紀伊半島中新世珪長質火成岩類の全岩組成の広域的変化(<特集>紀伊半島における中新世火成作用とテクトニクス)  [in Japanese] Regional variation of whole rock chemistry of the Miocene felsic igneous rocks in the Kii Peninsula, southwest Japan(<Special Issue>Miocene igneous activity and tectonics in the Kii Peninsula)  [in Japanese]

紀伊半島の中新世珪長質火成岩について全岩主成分,微量元素組成を報告し,その広域的特徴について検討した.その結果,外帯花崗岩質岩には重希土類元素の枯渇が見られず瀬戸内火山岩類の流紋岩は重希土類元素に極めて枯渇すること,外帯域のSタイプ,Iタイプ花崗岩の分布境界は北東・南西方向であり,高マグネシア安山岩の分布および現在の和達ベニオフ面の等深度線と沿うことを見出した.さらに外帯Sタイプ珪長質火成岩および瀬戸内火山岩類の流紋岩の希土類元素組成について,堆積岩の部分融解実験に基づくモデル計算を行い,融解が起こった深度の違いにより,前者は斜長石に富む溶融残渣を,後者はざくろ石に富む溶融残渣を持つことで,説明できることを示した.外帯Iタイプ花崗岩の希土類元素組成についても玄武岩質岩の部分融解実験に基づくモデル計算を行い,やや軽希土類元素に富む起源物質の部分融解で説明できる事を示した.

We present newly obtained whole rock major and trace element compositions of the Miocene felsic igneous rocks in the Kii Peninsula. The felsic igneous rocks include I-and S-type granitic rocks in the Outer Zone and felsic member of the Setouchi Volcanic Rocks.

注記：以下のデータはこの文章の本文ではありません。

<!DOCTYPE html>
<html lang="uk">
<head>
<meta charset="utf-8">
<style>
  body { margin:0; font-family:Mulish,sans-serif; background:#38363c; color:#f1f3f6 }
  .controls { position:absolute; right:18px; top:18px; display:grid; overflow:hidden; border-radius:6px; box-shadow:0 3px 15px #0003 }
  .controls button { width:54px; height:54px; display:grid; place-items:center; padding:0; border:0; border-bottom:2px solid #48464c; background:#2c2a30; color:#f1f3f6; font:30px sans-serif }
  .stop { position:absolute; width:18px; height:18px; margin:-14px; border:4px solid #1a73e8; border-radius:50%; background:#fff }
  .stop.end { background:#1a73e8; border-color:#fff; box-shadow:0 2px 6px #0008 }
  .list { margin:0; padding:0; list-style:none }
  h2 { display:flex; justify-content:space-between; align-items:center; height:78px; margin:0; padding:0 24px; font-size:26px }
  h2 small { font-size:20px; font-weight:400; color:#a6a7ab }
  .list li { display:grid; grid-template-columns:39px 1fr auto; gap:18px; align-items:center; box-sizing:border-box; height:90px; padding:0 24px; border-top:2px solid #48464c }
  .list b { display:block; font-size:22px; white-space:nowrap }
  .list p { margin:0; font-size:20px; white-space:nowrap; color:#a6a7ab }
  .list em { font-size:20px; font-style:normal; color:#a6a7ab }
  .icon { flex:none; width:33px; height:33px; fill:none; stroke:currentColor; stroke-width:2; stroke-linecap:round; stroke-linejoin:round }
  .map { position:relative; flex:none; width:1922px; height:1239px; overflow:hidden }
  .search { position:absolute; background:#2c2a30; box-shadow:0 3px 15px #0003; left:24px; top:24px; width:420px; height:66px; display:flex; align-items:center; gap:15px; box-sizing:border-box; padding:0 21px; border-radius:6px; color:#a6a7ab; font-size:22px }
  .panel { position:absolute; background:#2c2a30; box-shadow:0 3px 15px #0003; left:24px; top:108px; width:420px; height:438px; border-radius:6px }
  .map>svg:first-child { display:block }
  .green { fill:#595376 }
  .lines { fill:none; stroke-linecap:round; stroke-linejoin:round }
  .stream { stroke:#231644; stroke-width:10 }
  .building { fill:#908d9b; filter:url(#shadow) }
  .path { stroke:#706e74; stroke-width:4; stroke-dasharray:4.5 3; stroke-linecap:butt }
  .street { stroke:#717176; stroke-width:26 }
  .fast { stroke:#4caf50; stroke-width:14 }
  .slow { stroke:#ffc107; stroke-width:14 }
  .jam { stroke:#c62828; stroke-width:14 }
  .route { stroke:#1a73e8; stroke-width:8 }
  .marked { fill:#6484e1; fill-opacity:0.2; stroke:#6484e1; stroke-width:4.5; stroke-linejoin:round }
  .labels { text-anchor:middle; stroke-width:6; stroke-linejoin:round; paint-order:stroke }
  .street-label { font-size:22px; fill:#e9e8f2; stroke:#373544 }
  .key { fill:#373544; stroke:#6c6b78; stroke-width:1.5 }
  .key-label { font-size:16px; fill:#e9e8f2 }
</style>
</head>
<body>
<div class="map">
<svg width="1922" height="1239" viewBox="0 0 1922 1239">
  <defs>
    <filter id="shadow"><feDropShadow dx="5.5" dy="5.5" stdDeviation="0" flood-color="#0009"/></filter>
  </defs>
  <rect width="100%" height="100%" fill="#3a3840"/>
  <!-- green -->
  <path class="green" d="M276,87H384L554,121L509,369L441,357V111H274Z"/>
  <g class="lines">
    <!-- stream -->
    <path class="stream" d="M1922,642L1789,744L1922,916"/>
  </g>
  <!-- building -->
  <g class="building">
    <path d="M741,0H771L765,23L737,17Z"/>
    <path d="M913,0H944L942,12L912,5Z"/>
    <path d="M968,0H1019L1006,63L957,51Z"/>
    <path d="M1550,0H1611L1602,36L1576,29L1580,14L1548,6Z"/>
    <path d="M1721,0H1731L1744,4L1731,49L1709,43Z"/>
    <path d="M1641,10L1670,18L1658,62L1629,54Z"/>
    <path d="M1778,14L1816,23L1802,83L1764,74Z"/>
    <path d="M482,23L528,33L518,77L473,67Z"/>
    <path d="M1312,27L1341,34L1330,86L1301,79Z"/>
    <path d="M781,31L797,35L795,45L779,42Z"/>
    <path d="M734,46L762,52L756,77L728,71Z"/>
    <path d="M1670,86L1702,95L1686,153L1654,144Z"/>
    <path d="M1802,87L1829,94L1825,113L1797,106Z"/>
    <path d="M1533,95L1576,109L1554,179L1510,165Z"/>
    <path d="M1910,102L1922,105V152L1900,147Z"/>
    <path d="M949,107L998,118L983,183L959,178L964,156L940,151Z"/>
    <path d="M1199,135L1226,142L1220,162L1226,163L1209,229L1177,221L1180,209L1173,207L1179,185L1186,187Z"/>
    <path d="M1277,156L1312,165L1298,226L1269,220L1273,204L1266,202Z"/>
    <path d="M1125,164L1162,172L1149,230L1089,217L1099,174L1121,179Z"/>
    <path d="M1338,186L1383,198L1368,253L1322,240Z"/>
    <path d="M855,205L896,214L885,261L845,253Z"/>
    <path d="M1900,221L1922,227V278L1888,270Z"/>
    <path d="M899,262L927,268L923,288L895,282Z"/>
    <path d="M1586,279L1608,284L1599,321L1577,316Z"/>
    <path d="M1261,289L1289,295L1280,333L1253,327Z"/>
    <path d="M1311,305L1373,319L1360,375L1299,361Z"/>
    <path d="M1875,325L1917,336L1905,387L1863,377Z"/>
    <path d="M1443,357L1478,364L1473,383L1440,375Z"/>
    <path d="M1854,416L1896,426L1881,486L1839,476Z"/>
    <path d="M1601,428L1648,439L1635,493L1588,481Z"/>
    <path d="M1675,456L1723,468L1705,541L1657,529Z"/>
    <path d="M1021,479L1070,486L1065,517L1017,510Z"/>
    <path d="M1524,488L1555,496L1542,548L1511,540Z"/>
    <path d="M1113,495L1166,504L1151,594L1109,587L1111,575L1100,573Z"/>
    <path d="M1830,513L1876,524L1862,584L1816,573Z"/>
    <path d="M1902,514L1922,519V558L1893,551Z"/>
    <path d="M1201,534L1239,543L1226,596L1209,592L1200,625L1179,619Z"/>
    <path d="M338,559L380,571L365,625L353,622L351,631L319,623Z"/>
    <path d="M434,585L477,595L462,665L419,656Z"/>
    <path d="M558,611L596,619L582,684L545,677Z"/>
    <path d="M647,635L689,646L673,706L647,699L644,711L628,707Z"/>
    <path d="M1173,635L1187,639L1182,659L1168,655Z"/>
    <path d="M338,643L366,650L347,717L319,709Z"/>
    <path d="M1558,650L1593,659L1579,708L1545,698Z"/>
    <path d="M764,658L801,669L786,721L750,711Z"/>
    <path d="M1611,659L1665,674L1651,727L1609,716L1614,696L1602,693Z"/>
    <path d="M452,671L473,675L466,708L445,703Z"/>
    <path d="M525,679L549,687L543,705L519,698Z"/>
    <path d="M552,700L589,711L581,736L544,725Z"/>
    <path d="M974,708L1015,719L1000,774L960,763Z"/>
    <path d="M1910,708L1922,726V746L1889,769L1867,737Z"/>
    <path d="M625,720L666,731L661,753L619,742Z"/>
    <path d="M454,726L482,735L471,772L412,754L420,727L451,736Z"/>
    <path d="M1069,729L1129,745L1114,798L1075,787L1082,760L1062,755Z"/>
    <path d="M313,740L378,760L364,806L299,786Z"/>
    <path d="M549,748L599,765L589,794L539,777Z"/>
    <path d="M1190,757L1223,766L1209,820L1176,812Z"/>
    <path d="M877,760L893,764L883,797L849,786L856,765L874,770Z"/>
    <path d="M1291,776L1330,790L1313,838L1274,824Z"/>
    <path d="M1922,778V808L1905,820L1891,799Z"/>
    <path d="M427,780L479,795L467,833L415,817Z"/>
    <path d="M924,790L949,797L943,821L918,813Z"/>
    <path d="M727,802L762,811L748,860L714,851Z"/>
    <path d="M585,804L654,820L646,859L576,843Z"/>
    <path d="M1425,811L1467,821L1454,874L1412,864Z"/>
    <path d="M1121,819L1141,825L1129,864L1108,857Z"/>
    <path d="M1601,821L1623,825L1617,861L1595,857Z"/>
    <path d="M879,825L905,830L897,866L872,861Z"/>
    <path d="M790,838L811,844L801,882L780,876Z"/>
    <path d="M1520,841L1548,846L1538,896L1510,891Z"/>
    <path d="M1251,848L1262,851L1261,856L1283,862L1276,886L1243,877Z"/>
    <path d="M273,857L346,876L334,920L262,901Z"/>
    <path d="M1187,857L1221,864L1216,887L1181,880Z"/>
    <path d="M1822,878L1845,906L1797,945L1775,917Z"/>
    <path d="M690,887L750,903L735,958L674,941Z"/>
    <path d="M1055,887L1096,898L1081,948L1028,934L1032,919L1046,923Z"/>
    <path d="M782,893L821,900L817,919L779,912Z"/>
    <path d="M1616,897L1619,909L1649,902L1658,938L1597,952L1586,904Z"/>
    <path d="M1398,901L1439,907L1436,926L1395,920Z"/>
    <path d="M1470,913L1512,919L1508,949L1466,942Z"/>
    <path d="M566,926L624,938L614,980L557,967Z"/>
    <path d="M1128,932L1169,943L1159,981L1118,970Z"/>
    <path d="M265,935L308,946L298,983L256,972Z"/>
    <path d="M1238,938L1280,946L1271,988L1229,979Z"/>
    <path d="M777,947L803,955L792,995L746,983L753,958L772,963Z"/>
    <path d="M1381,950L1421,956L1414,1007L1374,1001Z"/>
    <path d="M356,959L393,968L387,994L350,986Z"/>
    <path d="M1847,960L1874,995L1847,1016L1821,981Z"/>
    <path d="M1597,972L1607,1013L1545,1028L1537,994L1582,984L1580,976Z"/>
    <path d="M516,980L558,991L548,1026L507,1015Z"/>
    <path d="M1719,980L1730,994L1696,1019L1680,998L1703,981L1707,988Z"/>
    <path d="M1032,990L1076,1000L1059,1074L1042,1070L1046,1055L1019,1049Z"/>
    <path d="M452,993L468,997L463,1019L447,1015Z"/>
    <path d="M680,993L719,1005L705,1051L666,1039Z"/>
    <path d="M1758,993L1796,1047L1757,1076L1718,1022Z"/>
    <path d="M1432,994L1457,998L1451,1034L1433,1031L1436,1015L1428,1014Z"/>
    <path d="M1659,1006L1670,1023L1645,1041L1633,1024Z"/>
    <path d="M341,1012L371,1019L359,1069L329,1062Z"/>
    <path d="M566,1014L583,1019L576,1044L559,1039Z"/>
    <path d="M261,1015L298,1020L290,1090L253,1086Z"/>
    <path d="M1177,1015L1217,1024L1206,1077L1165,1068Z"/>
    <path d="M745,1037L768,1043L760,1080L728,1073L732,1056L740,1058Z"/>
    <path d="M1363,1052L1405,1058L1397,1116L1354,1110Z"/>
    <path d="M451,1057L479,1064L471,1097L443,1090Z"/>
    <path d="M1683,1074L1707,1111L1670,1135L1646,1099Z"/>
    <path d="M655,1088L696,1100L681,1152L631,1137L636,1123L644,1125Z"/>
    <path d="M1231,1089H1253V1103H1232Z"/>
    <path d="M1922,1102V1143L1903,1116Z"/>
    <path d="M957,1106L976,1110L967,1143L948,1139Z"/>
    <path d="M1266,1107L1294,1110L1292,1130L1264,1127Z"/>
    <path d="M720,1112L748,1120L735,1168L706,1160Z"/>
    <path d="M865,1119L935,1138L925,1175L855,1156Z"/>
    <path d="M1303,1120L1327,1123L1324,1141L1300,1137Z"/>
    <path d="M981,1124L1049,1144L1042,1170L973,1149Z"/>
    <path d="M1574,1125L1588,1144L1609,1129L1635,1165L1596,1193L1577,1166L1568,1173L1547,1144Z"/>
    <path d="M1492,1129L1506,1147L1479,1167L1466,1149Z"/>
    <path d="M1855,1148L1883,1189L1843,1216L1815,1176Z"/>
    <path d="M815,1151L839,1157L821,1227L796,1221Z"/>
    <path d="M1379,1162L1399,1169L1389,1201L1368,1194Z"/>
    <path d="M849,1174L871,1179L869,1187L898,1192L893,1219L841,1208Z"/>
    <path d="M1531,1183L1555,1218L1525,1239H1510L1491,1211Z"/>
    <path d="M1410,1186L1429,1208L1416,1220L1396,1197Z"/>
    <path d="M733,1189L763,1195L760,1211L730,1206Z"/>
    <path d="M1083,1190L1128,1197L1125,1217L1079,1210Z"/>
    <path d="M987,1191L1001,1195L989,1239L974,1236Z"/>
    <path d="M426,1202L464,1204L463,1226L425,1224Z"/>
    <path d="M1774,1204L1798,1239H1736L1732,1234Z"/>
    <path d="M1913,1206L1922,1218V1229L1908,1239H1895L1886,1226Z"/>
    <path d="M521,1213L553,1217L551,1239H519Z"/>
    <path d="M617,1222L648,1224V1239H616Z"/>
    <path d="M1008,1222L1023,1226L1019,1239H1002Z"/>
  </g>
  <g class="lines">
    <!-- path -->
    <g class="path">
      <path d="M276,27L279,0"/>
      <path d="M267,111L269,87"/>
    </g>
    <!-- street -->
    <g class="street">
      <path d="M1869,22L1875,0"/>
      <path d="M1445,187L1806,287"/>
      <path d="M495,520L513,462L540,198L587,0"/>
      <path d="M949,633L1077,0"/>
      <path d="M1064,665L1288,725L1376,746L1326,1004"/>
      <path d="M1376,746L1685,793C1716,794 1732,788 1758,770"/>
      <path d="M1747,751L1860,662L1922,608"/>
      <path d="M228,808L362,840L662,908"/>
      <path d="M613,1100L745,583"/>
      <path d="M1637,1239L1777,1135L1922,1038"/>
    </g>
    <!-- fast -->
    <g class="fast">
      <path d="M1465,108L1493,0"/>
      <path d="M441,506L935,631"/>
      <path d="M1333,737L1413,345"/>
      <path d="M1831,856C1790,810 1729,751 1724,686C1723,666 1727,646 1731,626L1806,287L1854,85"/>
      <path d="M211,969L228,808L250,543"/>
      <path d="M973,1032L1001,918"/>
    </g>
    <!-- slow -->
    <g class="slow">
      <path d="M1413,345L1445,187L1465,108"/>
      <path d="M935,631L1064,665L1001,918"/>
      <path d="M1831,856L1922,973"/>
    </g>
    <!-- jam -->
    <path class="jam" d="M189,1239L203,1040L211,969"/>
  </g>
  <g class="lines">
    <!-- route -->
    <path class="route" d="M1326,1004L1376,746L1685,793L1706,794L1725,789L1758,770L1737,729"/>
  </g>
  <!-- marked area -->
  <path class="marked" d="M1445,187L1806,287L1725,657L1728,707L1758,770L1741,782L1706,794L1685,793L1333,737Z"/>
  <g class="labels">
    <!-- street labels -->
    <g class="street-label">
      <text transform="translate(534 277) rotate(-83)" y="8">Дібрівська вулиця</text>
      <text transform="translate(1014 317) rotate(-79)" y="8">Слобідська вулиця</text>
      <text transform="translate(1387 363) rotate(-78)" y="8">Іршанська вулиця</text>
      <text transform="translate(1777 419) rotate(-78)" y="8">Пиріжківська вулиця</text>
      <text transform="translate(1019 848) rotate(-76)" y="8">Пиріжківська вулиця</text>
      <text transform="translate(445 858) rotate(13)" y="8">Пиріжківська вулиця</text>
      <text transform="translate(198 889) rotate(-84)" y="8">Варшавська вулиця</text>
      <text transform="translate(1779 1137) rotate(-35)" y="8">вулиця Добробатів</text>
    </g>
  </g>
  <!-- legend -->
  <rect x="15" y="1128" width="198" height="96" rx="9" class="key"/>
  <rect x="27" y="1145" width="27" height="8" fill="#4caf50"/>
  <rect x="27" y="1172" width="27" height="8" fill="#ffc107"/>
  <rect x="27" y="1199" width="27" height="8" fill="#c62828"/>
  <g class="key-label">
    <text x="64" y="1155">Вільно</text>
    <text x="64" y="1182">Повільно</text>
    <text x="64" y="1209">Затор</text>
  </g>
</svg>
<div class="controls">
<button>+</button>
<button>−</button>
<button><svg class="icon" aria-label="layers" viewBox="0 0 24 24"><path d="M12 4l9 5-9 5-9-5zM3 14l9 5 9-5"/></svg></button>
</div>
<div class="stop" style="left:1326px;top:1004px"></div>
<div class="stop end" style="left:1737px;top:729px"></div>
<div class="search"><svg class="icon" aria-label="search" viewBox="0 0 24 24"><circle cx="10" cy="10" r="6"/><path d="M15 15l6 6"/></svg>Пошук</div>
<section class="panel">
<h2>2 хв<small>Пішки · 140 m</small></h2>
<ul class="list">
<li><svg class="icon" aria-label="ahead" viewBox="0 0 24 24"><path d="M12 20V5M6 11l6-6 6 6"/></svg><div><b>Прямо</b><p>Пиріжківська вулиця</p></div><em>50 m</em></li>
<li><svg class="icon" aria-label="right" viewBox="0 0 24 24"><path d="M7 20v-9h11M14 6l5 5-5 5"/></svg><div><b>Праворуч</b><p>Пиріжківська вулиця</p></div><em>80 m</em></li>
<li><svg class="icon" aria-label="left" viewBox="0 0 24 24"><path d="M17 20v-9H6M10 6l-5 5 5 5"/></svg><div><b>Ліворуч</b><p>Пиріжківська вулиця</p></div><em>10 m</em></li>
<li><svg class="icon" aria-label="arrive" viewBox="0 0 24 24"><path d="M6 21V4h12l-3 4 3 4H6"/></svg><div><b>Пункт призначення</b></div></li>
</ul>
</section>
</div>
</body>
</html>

Regional variation of whole rock composition discussed for data set including previously reported one suggests following observations: (1) Granitic rocks in the Outer Zone are characterized by relatively constant chondrite-normalized middle to heavy REE abundance, whereas rhyolitic rocks of the Setouchi Volcanic Rocks show strongly HREE-fractionated patterns. (2) Distribution of S-type and I-type felsic rocks forms trench parallel zones and runs SW-NE direction, which is almost parallel to those of the high-Mg andesites in the Outer Zone. This direction coincides with the strikes of the contour lines of Wadati-Benioff Zone beneath eastern Kii peninsula. S-type felsic rocks in the Outer Zone and rhyolitic rocks of Setouchi Volcanic Rocks are peraluminous with high SiO_2 and K_2O contents, which are expected to be produced by melting of sedimentary rocks. REE abundances of sediment melt were modeled based on the melt fractions and residual mineralogies of Patino Douce and Beard's (1995) melting experiments . Differences in the REE compositions of these two rock types are explained by simply the difference of the melting depth where S-type felsic rocks were formed at shallower level with plagioclase-rich residue, and rhyolitic rocks of the Setouchi Volcanic Rocks at deeper level with garnet-rich residue. REE abundance model based on the melt fraction and residual mineralogy of Beard and Lofgren's (1990) melting experiments of basaltic rocks suggests that source rock of the I-type granitic magma should be enriched in light REE.